§ **EXERCISE**
From the line below that contains "const ctx = document.querySelector('canvas').getContext('2d');" to the line that contains "path.moveTo(r[0], r[1]);", repeat every line exactly, both ends included, and nothing else.

§ **EXERCISE MATERIALS**
________________________

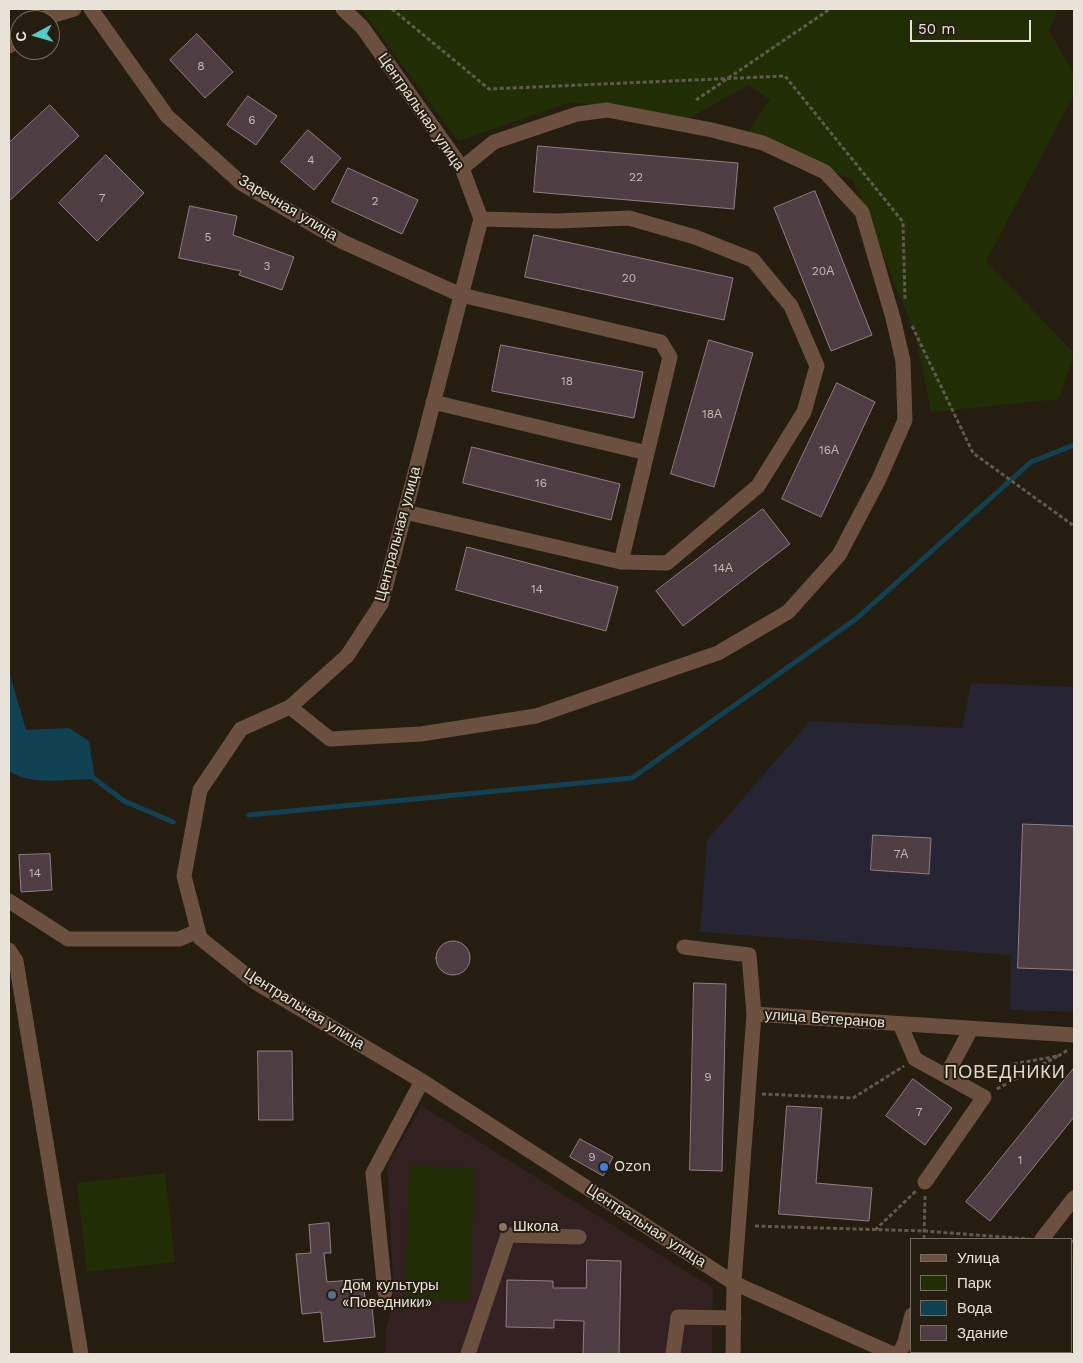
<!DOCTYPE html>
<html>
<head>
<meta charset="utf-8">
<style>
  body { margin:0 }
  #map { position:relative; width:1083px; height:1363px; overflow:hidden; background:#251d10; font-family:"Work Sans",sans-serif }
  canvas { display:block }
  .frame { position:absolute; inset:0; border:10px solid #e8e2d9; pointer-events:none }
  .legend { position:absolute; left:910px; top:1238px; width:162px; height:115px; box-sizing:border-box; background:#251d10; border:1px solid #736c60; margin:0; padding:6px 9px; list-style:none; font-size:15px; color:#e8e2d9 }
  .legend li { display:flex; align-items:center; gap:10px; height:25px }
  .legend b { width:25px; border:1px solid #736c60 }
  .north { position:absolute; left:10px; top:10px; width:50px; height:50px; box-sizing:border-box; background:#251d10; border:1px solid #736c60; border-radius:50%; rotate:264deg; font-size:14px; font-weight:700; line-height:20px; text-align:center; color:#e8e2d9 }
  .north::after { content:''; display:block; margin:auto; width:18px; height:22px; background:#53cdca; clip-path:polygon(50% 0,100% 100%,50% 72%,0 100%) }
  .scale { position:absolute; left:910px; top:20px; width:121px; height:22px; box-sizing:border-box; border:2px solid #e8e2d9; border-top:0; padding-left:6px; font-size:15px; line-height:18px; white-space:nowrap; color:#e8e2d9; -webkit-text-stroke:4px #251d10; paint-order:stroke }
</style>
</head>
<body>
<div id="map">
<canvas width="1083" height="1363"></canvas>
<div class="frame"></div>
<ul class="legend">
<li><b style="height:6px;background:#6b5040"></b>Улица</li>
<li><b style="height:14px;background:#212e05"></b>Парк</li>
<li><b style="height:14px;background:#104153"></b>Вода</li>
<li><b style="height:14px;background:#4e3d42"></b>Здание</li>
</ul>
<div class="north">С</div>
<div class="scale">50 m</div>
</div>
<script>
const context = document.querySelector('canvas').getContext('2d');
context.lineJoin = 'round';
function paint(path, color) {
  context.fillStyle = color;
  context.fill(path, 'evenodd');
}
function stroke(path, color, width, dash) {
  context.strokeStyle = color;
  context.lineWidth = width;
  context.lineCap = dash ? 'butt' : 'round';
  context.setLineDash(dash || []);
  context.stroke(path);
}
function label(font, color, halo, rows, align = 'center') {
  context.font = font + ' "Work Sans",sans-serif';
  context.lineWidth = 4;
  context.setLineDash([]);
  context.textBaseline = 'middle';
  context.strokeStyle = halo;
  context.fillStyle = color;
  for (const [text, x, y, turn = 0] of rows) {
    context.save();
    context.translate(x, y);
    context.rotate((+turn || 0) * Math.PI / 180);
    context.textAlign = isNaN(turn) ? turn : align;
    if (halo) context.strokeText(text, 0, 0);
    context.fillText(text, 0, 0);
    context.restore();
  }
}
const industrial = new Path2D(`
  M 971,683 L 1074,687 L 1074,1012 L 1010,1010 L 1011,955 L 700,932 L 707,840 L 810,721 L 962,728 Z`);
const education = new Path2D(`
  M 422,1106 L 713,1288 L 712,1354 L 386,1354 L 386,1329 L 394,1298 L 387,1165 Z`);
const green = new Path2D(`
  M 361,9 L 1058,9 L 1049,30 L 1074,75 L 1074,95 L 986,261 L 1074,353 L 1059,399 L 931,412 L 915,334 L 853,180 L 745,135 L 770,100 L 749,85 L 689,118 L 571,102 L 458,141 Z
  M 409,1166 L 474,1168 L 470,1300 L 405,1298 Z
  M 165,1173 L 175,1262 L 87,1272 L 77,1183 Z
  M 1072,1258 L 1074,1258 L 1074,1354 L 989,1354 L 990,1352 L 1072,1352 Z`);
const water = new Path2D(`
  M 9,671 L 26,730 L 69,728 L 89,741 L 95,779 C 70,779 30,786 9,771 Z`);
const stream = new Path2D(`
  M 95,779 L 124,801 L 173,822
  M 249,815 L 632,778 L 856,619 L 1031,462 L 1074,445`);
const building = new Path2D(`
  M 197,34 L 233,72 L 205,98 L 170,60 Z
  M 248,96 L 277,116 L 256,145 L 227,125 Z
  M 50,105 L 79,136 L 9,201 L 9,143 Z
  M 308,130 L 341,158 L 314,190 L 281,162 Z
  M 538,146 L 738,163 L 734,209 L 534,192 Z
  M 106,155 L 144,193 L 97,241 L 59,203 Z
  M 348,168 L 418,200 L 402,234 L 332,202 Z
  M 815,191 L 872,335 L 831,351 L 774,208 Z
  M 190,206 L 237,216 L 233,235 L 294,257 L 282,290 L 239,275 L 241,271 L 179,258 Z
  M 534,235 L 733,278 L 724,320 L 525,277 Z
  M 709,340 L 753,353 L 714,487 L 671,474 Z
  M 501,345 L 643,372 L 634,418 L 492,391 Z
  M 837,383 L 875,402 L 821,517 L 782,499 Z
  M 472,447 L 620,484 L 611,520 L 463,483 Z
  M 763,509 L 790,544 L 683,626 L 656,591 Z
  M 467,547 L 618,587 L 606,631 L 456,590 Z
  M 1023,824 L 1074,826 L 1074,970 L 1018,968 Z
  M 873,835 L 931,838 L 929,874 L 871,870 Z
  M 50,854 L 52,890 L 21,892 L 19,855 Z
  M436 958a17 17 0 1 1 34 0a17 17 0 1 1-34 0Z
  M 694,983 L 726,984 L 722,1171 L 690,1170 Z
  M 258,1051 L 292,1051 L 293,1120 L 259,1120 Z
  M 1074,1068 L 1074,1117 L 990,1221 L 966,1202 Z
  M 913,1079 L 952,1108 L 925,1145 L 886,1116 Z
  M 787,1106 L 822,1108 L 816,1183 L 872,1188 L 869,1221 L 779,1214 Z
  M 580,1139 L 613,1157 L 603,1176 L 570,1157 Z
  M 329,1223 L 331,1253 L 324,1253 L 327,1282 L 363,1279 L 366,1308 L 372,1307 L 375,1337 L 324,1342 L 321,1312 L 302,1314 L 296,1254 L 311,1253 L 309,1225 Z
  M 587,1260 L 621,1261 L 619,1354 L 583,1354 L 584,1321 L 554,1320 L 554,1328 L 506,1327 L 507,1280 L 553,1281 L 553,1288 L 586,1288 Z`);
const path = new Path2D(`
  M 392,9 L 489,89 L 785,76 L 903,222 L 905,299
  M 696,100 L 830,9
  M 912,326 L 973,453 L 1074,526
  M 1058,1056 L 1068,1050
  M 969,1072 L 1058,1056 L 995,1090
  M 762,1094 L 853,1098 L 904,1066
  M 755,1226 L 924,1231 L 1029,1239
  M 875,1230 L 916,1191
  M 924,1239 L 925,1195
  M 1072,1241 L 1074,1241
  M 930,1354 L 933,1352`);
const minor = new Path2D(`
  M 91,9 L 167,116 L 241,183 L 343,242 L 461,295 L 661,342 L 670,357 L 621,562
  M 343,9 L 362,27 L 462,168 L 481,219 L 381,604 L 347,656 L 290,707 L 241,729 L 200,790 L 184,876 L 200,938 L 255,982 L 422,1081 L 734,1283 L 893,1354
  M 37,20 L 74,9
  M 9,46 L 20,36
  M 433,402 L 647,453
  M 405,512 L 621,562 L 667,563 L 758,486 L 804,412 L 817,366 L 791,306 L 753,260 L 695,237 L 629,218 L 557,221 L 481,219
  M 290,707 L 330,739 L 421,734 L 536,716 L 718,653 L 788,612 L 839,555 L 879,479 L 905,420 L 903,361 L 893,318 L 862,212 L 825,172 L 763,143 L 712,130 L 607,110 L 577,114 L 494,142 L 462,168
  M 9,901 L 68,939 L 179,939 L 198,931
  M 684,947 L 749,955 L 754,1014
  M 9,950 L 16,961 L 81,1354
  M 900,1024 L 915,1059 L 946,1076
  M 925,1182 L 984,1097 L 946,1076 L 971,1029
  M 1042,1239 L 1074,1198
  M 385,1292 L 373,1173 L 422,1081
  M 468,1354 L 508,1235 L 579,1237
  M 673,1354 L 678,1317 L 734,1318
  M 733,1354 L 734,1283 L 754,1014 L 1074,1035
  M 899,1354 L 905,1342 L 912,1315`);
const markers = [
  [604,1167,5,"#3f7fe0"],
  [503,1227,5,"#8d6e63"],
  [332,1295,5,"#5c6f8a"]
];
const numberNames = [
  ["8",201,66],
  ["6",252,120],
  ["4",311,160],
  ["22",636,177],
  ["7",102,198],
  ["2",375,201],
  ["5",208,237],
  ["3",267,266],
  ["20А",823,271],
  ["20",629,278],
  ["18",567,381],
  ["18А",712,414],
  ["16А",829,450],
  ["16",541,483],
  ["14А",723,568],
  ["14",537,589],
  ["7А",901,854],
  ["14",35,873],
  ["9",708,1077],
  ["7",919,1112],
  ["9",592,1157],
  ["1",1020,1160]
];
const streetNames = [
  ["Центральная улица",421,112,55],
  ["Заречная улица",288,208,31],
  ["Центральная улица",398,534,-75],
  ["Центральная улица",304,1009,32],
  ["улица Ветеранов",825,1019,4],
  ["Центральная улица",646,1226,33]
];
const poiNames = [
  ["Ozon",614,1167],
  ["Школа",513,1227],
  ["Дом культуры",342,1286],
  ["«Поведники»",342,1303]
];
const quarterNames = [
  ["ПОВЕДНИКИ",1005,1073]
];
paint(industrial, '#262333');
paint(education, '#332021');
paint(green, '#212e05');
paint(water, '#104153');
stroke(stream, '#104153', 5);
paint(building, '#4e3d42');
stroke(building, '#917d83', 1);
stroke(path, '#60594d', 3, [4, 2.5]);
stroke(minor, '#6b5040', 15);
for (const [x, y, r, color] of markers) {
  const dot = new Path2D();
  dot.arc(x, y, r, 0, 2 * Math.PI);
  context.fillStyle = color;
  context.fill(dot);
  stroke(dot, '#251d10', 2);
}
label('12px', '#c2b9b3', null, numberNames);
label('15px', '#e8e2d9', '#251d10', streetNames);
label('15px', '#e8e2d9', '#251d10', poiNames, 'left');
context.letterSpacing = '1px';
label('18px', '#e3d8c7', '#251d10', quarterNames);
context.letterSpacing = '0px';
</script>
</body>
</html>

________________________

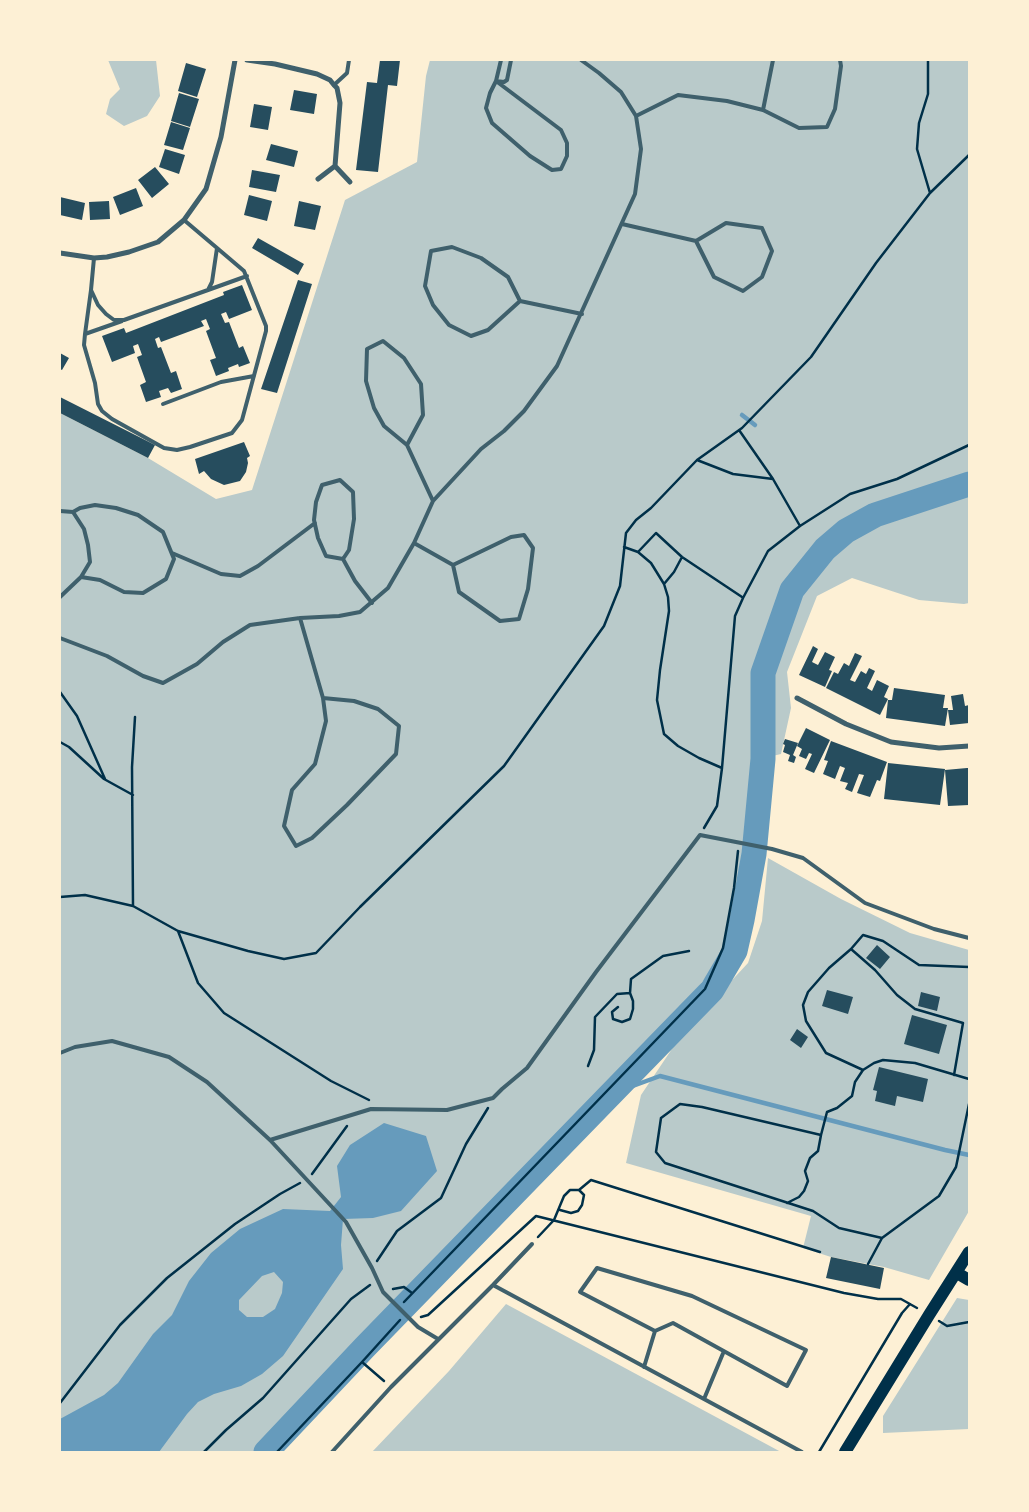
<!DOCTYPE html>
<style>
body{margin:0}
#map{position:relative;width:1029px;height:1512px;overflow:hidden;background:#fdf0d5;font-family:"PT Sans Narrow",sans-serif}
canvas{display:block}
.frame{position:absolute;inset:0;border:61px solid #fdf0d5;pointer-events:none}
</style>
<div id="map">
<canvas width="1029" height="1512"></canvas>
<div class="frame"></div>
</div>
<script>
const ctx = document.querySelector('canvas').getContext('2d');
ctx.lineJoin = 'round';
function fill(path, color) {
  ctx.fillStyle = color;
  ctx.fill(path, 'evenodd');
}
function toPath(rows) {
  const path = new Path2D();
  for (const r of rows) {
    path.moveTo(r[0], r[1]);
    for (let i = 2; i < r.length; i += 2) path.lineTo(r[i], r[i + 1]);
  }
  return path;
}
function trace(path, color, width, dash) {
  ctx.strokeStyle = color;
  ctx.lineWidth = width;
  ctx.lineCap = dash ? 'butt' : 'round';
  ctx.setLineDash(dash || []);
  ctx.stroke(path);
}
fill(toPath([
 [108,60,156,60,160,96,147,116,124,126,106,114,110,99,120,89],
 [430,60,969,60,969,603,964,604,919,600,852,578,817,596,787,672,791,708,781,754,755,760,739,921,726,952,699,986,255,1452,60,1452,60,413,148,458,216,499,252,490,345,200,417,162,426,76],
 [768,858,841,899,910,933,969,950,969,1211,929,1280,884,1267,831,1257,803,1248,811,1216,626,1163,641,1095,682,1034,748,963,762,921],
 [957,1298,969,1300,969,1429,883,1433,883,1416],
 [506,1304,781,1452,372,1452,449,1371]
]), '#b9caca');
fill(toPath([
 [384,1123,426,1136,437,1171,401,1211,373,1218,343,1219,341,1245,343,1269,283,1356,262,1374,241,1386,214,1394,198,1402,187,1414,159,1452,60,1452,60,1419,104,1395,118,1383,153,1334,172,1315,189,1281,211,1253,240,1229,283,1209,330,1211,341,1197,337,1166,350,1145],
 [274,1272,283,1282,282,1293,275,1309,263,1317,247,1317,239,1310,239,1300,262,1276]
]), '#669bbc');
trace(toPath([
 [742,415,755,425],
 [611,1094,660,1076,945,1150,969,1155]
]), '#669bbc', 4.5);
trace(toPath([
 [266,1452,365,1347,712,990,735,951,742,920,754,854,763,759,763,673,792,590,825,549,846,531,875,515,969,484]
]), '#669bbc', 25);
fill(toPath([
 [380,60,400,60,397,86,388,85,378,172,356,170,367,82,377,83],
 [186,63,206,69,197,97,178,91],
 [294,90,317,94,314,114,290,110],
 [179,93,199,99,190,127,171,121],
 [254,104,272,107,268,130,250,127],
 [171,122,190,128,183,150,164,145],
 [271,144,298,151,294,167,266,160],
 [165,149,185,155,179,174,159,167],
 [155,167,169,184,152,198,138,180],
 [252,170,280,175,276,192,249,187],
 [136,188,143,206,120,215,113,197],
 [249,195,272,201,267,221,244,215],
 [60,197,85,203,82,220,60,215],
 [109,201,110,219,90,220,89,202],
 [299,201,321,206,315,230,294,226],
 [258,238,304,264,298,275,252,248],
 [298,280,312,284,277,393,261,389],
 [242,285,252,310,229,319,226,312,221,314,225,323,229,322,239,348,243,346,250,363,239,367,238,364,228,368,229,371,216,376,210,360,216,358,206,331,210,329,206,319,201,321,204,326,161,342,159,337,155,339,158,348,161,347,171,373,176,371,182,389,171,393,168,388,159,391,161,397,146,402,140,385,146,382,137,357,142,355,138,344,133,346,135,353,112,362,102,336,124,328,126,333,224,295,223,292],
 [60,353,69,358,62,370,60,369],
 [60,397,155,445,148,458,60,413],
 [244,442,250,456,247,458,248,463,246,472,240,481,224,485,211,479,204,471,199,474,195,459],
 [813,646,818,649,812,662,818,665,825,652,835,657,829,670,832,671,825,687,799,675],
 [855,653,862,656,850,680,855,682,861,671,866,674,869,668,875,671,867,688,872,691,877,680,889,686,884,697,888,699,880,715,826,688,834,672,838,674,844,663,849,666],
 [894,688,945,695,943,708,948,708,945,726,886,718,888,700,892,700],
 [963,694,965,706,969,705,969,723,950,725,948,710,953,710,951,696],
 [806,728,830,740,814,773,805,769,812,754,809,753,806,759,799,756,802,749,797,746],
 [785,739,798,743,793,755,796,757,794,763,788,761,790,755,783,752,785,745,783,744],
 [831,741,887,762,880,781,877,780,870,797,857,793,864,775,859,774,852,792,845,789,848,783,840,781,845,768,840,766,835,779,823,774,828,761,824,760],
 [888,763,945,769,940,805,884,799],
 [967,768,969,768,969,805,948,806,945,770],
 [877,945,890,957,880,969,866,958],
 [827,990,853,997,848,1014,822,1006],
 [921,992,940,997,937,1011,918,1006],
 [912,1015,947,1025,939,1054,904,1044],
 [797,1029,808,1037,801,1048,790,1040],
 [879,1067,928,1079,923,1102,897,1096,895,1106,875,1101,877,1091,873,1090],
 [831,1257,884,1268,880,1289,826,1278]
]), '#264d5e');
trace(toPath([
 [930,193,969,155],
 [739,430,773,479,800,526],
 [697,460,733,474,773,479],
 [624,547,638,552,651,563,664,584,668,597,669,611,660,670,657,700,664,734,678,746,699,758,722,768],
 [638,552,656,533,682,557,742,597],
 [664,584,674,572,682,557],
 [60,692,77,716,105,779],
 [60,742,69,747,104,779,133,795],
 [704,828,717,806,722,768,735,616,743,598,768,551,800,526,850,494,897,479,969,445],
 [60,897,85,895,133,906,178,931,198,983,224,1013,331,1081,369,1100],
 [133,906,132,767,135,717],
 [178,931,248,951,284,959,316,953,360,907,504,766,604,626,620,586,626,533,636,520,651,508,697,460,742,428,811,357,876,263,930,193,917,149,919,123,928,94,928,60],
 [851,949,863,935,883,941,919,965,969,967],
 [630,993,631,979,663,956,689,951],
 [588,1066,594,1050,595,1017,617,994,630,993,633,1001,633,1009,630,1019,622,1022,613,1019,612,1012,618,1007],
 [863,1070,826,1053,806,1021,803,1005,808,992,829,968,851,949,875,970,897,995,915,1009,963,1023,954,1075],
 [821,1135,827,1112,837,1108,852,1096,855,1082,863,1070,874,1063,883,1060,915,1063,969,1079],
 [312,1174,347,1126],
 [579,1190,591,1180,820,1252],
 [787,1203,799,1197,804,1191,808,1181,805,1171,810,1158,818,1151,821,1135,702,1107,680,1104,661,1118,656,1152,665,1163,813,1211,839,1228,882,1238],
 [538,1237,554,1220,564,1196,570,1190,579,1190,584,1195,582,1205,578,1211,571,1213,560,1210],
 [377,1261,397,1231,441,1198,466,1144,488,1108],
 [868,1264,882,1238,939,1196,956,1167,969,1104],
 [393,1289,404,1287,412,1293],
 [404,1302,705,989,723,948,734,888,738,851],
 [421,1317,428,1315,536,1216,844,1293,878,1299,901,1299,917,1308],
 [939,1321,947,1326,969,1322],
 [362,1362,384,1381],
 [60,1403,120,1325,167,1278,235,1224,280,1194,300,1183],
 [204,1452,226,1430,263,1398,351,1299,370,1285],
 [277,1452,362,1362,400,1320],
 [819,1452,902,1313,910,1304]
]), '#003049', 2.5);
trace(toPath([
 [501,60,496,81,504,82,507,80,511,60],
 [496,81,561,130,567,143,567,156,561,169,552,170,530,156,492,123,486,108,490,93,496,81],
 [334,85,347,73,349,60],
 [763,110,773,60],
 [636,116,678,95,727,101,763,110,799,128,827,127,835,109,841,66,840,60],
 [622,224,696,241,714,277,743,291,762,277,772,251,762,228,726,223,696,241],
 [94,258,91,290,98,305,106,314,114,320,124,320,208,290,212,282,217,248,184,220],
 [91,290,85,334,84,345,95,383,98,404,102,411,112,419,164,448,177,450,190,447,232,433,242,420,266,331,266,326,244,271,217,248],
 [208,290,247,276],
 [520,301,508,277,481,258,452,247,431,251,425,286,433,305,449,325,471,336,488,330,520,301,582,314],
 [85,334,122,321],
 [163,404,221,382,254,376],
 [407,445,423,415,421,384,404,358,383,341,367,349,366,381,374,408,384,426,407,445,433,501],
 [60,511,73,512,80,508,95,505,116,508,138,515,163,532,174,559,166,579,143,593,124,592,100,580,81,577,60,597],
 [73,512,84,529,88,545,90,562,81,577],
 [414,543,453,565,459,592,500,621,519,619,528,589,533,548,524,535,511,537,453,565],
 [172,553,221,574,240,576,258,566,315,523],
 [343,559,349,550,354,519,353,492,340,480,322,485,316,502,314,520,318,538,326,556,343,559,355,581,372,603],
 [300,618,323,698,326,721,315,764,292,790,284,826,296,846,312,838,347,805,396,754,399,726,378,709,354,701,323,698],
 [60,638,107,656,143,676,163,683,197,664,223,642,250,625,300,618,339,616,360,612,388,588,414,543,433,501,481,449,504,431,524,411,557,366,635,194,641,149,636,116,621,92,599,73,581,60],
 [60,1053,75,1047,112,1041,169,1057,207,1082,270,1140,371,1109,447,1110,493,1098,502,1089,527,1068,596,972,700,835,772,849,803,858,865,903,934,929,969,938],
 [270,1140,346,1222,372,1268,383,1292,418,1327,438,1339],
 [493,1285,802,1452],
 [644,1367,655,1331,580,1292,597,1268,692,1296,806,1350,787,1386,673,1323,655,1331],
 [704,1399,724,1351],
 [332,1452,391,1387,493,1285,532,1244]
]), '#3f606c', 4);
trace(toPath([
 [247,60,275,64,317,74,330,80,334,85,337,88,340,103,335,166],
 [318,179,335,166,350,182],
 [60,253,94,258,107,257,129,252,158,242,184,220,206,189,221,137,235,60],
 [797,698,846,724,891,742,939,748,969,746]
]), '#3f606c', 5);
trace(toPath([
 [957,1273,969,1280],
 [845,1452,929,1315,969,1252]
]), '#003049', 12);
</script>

________________________

§ **PROBLEM SOLUTION**
const ctx = document.querySelector('canvas').getContext('2d');
ctx.lineJoin = 'round';
function fill(path, color) {
  ctx.fillStyle = color;
  ctx.fill(path, 'evenodd');
}
function toPath(rows) {
  const path = new Path2D();
  for (const r of rows) {
    path.moveTo(r[0], r[1]);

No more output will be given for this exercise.